--- Source material Enclosed Below ---

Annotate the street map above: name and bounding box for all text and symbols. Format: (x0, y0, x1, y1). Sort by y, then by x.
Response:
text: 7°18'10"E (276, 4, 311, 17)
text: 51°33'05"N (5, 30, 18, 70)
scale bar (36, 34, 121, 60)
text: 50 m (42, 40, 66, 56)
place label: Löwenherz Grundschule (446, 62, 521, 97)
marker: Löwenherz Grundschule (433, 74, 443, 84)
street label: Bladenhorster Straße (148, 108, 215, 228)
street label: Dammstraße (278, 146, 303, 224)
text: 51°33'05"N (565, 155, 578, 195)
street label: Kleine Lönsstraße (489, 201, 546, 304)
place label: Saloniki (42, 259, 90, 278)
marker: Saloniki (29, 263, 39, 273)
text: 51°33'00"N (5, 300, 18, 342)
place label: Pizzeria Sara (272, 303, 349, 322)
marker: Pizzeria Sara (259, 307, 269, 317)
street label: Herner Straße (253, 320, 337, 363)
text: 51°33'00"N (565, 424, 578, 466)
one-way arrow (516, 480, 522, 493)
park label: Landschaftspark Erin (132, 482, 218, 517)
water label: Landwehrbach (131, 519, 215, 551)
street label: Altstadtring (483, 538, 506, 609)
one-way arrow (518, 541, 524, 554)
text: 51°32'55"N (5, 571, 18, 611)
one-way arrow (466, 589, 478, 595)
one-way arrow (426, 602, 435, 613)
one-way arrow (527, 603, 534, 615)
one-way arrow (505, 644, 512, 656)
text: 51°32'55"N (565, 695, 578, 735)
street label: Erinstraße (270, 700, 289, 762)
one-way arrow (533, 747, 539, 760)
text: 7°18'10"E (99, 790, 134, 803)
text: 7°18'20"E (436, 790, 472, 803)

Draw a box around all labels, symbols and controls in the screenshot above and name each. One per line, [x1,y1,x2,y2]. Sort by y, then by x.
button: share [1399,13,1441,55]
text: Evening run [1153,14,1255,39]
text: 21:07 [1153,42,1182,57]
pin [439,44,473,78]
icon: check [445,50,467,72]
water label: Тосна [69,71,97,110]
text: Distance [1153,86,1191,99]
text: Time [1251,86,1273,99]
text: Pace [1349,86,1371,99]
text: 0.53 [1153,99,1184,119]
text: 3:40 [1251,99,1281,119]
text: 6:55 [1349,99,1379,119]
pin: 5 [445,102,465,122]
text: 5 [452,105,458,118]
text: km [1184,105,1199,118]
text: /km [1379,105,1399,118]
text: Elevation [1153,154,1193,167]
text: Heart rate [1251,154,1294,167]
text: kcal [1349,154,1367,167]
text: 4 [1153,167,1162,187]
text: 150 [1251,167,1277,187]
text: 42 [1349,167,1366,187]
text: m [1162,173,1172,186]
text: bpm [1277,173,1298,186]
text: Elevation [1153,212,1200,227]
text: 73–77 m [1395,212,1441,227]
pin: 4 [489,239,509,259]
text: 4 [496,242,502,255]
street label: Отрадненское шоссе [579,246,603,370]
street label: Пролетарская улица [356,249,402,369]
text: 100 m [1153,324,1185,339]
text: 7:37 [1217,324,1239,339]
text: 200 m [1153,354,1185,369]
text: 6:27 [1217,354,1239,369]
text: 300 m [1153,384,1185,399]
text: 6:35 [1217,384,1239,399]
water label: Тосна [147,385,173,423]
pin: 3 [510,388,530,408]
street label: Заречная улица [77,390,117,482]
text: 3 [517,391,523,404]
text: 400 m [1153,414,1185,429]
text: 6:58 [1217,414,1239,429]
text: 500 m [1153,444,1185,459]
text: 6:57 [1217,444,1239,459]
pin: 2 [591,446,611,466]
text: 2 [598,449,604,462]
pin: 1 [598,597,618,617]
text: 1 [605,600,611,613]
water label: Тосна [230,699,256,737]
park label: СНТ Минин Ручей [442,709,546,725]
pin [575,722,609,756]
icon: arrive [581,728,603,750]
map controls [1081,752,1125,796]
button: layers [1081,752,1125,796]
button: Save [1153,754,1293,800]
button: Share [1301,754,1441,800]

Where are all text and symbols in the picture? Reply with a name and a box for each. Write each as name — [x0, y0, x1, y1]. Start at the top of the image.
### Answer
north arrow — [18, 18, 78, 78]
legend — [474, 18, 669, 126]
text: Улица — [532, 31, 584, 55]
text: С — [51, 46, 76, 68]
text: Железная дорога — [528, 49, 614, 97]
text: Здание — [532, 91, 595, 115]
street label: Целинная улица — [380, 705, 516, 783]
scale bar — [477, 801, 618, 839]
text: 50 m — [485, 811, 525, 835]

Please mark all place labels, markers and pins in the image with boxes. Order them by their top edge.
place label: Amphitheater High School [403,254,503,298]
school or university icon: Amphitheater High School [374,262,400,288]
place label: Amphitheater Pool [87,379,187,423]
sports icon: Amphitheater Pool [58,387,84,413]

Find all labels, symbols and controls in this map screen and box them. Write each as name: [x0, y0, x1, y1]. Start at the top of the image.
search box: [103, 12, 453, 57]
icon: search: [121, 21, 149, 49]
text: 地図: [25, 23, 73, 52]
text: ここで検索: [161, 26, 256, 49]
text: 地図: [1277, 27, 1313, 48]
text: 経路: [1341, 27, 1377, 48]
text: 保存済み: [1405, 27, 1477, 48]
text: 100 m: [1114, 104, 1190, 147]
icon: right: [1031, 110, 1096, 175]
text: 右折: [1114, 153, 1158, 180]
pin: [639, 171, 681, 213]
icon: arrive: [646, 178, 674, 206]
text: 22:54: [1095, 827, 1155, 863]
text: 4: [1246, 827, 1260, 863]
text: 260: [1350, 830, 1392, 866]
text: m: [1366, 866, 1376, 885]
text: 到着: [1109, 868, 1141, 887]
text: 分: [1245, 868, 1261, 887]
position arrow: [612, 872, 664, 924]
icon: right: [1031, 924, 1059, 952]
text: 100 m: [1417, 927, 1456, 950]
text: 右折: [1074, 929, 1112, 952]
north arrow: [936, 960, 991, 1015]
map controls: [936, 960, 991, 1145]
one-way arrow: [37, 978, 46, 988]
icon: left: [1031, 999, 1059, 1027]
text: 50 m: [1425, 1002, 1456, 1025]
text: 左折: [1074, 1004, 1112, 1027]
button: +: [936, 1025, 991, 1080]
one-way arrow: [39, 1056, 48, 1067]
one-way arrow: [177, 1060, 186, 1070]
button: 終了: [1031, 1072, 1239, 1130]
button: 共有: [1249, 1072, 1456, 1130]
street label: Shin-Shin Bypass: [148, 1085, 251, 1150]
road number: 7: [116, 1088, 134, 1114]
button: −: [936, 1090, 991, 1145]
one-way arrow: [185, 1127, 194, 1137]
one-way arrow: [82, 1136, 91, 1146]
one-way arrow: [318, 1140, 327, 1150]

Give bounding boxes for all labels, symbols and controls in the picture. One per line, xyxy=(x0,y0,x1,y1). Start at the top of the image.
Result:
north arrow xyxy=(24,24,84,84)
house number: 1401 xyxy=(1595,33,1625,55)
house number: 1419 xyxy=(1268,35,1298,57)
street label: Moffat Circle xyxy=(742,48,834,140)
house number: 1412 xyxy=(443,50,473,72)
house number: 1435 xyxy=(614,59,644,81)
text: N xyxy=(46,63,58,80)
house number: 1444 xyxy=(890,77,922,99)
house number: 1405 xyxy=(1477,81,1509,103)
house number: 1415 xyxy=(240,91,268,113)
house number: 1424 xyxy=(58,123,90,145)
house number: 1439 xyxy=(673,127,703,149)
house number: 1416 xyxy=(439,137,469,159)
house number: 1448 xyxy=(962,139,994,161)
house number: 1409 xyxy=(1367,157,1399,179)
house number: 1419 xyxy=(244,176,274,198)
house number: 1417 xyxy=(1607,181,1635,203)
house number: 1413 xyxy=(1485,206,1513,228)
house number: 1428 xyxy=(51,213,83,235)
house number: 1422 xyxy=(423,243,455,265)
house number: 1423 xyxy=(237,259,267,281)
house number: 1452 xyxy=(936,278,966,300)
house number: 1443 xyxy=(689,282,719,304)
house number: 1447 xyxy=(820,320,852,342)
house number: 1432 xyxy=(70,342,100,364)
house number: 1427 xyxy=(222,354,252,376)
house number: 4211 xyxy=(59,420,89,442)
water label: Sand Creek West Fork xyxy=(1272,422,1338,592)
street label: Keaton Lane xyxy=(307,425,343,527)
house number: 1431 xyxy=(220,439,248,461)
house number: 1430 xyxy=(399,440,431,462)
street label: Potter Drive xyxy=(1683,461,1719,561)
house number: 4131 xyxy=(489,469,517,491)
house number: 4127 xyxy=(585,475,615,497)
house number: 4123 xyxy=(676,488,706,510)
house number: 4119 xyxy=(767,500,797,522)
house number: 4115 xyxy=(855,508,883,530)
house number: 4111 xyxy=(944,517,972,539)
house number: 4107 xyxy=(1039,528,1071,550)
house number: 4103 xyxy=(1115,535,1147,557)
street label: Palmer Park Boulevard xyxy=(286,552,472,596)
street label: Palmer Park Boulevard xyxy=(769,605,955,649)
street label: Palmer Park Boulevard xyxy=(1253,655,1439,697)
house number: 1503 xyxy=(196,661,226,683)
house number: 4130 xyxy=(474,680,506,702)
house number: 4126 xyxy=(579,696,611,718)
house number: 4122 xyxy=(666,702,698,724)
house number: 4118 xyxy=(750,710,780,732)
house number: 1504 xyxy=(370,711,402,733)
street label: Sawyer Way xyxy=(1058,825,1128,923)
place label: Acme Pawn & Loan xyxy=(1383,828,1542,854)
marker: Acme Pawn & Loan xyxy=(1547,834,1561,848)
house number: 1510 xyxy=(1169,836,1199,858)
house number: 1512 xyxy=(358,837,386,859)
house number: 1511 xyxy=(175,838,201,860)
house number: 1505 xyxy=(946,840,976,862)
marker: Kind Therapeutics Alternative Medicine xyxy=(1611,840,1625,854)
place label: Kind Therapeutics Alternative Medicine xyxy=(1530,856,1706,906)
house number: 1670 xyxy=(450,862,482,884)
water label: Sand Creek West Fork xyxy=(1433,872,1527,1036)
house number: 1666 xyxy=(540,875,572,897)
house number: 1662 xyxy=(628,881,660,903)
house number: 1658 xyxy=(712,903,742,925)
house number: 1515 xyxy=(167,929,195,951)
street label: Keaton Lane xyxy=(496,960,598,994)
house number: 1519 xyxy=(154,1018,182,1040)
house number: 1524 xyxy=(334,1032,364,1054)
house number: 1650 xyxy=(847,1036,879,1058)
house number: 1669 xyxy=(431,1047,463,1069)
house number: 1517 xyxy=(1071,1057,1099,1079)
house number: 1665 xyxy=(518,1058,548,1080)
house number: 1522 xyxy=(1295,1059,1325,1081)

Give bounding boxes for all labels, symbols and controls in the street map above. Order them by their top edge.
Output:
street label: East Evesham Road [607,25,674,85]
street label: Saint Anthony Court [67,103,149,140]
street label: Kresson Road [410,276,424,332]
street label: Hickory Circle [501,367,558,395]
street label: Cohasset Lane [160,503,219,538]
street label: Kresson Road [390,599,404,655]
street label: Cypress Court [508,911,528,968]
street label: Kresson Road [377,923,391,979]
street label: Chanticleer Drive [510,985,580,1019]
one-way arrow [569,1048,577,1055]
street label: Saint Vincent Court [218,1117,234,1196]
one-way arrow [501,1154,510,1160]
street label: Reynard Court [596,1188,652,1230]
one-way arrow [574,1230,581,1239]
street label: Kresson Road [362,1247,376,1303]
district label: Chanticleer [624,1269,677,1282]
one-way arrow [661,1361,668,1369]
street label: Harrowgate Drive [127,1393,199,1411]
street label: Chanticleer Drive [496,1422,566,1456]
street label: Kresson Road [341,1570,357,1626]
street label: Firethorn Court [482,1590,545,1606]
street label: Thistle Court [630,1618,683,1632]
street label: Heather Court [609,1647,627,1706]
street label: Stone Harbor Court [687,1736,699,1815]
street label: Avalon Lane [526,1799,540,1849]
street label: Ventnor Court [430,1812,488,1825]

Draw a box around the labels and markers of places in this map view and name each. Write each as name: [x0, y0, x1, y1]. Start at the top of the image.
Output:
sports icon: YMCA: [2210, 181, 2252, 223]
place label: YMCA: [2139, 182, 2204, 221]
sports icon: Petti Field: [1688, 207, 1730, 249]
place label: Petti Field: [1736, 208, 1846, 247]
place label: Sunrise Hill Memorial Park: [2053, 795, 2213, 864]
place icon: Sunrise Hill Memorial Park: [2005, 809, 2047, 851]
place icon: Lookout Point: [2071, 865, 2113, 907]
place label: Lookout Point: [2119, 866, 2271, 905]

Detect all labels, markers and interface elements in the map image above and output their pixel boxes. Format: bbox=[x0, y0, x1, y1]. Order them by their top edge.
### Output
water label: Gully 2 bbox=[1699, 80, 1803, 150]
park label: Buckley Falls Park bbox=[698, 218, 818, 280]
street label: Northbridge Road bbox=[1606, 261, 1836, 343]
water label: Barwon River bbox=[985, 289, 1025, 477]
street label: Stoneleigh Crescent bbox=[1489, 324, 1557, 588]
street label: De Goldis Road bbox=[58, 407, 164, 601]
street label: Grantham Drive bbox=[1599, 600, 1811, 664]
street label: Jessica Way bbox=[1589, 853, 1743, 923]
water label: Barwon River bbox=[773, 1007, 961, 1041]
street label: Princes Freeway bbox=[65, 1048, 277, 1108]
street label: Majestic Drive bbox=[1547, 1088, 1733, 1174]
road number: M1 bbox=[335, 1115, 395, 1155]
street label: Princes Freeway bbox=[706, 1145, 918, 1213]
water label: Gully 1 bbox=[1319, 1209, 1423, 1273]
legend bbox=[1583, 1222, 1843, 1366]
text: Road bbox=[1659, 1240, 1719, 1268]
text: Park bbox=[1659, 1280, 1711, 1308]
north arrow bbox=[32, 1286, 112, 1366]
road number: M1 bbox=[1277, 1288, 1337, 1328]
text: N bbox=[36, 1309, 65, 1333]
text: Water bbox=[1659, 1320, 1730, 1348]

--- End of Enclosed Source material ---

Assignment> Gather all lines with the string "Sunrise" from the data.

Exercise output>
place label: Sunrise Hill Memorial Park: [2053, 795, 2213, 864]
place icon: Sunrise Hill Memorial Park: [2005, 809, 2047, 851]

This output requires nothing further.